*About this task*: Copy out each line from the material where the word "fill" is found.

━━━

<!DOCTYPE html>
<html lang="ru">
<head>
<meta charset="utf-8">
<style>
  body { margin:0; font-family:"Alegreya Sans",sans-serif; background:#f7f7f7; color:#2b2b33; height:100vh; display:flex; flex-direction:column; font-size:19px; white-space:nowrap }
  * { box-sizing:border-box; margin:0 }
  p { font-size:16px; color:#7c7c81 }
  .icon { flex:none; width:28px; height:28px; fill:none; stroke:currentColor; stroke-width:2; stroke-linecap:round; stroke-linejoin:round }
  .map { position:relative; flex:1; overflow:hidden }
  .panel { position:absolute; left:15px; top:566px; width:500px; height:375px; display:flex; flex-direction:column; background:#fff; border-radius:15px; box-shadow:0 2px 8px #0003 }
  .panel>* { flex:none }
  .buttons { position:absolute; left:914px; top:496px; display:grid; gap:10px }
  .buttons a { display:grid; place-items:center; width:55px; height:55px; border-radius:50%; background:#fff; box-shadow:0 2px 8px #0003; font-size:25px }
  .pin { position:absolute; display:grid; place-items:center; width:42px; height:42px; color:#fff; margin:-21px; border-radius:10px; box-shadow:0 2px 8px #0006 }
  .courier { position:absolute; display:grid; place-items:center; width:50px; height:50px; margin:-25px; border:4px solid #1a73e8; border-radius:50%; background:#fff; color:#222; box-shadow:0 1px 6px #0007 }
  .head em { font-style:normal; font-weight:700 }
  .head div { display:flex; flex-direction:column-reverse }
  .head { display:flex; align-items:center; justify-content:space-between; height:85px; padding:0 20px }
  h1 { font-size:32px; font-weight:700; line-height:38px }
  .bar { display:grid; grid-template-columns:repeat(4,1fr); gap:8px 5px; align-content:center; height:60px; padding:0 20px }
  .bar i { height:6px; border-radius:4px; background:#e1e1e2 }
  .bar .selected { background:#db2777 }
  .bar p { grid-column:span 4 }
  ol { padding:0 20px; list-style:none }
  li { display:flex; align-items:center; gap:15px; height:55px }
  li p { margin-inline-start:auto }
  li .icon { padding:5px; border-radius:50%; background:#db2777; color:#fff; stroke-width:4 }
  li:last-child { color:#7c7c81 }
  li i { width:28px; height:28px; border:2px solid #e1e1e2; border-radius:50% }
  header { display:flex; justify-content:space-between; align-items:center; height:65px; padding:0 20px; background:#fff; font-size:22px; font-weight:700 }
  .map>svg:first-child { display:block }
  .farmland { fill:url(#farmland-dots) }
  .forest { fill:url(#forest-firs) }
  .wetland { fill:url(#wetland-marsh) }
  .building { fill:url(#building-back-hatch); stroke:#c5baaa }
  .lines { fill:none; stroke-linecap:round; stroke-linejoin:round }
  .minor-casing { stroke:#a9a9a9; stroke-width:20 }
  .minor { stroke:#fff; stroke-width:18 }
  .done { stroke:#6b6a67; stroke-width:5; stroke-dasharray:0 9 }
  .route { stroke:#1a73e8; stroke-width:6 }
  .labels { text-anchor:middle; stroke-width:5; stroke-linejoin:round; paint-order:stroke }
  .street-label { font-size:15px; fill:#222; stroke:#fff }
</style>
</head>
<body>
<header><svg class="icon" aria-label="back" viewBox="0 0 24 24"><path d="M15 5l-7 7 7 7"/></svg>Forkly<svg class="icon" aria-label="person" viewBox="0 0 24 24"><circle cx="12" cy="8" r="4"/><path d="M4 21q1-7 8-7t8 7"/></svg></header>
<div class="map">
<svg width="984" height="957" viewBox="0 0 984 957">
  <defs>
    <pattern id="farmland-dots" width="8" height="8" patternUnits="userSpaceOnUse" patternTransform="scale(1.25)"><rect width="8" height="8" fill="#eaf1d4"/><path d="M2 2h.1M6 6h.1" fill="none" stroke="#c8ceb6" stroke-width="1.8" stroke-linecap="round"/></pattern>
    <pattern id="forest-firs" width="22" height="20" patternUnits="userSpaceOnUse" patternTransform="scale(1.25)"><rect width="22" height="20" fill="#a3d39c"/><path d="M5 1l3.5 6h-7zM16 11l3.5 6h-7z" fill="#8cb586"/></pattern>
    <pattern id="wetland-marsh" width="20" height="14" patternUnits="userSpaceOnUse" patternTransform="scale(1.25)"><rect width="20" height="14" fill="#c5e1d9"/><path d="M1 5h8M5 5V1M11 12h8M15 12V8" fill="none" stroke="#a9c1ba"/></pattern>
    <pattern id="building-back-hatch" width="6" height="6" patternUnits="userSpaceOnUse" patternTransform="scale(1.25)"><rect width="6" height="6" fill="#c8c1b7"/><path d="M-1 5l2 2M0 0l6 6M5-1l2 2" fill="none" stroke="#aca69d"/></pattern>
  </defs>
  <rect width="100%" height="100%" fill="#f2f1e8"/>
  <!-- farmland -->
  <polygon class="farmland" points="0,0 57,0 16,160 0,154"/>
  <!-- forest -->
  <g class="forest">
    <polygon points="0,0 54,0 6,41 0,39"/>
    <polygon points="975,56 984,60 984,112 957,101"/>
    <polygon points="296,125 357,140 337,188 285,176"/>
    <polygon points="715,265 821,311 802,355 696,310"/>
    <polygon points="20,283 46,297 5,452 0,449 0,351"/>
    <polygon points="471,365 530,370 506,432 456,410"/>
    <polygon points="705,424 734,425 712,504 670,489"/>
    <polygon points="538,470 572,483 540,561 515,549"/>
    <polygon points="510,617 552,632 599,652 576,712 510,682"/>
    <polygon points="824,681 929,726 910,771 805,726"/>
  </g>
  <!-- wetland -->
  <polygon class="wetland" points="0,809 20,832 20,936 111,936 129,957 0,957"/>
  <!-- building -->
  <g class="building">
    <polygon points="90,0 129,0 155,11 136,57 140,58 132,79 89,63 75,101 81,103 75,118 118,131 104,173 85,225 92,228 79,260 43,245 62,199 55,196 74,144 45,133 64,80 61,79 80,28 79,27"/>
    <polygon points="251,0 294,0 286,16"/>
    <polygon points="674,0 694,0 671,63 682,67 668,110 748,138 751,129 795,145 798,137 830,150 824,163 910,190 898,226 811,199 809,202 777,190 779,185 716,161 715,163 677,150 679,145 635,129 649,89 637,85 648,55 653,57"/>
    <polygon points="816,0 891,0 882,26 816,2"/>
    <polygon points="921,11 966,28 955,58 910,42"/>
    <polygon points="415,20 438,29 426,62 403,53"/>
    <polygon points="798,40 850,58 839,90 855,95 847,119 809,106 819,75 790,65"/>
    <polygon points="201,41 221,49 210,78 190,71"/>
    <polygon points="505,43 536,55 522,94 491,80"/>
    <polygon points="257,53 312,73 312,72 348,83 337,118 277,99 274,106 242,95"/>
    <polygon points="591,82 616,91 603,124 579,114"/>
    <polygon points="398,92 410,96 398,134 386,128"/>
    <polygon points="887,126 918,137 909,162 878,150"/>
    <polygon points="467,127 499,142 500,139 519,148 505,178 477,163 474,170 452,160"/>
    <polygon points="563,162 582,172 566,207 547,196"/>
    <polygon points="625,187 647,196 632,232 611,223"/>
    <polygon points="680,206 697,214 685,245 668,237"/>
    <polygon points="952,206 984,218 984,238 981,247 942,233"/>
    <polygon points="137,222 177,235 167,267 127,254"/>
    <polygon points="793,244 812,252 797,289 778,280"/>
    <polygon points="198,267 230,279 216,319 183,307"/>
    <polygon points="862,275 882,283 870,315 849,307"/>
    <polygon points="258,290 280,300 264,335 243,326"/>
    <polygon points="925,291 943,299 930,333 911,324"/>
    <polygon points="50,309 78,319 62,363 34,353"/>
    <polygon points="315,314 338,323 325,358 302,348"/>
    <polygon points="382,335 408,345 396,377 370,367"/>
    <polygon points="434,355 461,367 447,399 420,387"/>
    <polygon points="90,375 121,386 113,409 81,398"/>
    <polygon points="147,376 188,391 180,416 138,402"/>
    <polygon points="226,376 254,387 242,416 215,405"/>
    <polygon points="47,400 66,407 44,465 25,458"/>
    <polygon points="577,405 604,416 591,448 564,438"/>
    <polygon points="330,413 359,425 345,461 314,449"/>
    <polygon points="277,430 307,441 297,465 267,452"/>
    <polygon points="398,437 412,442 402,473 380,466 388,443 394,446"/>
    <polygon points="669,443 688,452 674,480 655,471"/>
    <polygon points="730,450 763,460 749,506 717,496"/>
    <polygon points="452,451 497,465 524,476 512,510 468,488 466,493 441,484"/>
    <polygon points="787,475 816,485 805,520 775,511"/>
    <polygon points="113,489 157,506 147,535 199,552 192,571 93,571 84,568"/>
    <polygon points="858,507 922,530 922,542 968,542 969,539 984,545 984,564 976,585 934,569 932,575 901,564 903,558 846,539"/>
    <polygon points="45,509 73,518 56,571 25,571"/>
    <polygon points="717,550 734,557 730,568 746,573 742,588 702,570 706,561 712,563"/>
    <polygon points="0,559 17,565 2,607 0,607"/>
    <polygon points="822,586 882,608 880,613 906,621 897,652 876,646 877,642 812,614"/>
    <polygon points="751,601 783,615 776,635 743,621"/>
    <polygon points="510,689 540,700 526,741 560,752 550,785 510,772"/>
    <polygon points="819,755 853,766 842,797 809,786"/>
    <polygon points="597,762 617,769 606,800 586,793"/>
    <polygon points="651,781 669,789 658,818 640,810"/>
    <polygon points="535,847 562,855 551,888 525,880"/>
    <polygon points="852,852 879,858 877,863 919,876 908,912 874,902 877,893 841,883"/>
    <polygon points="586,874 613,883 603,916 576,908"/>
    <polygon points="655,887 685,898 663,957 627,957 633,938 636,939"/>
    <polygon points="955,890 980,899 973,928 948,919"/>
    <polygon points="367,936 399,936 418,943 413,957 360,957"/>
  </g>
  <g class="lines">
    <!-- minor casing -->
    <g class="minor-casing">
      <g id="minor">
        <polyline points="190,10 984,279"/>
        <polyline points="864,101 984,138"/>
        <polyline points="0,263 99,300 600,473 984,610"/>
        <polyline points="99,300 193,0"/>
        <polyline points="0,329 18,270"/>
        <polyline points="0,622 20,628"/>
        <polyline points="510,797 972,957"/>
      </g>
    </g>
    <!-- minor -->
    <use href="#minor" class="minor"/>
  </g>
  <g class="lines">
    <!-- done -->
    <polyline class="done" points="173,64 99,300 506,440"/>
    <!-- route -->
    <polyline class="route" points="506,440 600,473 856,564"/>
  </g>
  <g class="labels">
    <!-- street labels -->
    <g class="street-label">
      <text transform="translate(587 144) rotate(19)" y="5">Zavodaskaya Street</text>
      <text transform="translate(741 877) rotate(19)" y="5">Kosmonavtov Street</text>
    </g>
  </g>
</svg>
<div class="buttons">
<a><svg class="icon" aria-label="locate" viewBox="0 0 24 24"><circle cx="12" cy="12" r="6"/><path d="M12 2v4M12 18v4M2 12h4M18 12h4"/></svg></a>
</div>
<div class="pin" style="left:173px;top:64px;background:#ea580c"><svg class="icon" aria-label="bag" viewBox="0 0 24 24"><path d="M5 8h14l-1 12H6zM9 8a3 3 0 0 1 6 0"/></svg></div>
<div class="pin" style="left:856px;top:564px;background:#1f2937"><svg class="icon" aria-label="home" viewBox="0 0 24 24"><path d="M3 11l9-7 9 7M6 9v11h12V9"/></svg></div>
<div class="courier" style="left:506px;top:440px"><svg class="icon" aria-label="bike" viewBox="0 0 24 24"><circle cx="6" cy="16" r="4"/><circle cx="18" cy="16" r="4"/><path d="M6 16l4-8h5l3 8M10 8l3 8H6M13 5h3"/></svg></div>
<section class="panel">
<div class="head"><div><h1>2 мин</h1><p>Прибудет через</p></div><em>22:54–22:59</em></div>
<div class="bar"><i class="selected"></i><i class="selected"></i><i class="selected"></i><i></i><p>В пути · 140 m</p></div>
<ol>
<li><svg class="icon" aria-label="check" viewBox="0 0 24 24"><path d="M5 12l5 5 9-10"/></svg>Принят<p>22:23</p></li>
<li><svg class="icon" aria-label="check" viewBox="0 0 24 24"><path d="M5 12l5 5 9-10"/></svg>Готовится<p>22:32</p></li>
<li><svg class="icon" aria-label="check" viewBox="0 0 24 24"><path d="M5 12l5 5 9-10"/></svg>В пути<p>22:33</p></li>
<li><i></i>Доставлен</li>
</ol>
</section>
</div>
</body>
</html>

━━━

*Answer*:
  .icon { flex:none; width:28px; height:28px; fill:none; stroke:currentColor; stroke-width:2; stroke-linecap:round; stroke-linejoin:round }
  .farmland { fill:url(#farmland-dots) }
  .forest { fill:url(#forest-firs) }
  .wetland { fill:url(#wetland-marsh) }
  .building { fill:url(#building-back-hatch); stroke:#c5baaa }
  .lines { fill:none; stroke-linecap:round; stroke-linejoin:round }
  .street-label { font-size:15px; fill:#222; stroke:#fff }
    <pattern id="farmland-dots" width="8" height="8" patternUnits="userSpaceOnUse" patternTransform="scale(1.25)"><rect width="8" height="8" fill="#eaf1d4"/><path d="M2 2h.1M6 6h.1" fill="none" stroke="#c8ceb6" stroke-width="1.8" stroke-linecap="round"/></pattern>
    <pattern id="forest-firs" width="22" height="20" patternUnits="userSpaceOnUse" patternTransform="scale(1.25)"><rect width="22" height="20" fill="#a3d39c"/><path d="M5 1l3.5 6h-7zM16 11l3.5 6h-7z" fill="#8cb586"/></pattern>
    <pattern id="wetland-marsh" width="20" height="14" patternUnits="userSpaceOnUse" patternTransform="scale(1.25)"><rect width="20" height="14" fill="#c5e1d9"/><path d="M1 5h8M5 5V1M11 12h8M15 12V8" fill="none" stroke="#a9c1ba"/></pattern>
    <pattern id="building-back-hatch" width="6" height="6" patternUnits="userSpaceOnUse" patternTransform="scale(1.25)"><rect width="6" height="6" fill="#c8c1b7"/><path d="M-1 5l2 2M0 0l6 6M5-1l2 2" fill="none" stroke="#aca69d"/></pattern>
  <rect width="100%" height="100%" fill="#f2f1e8"/>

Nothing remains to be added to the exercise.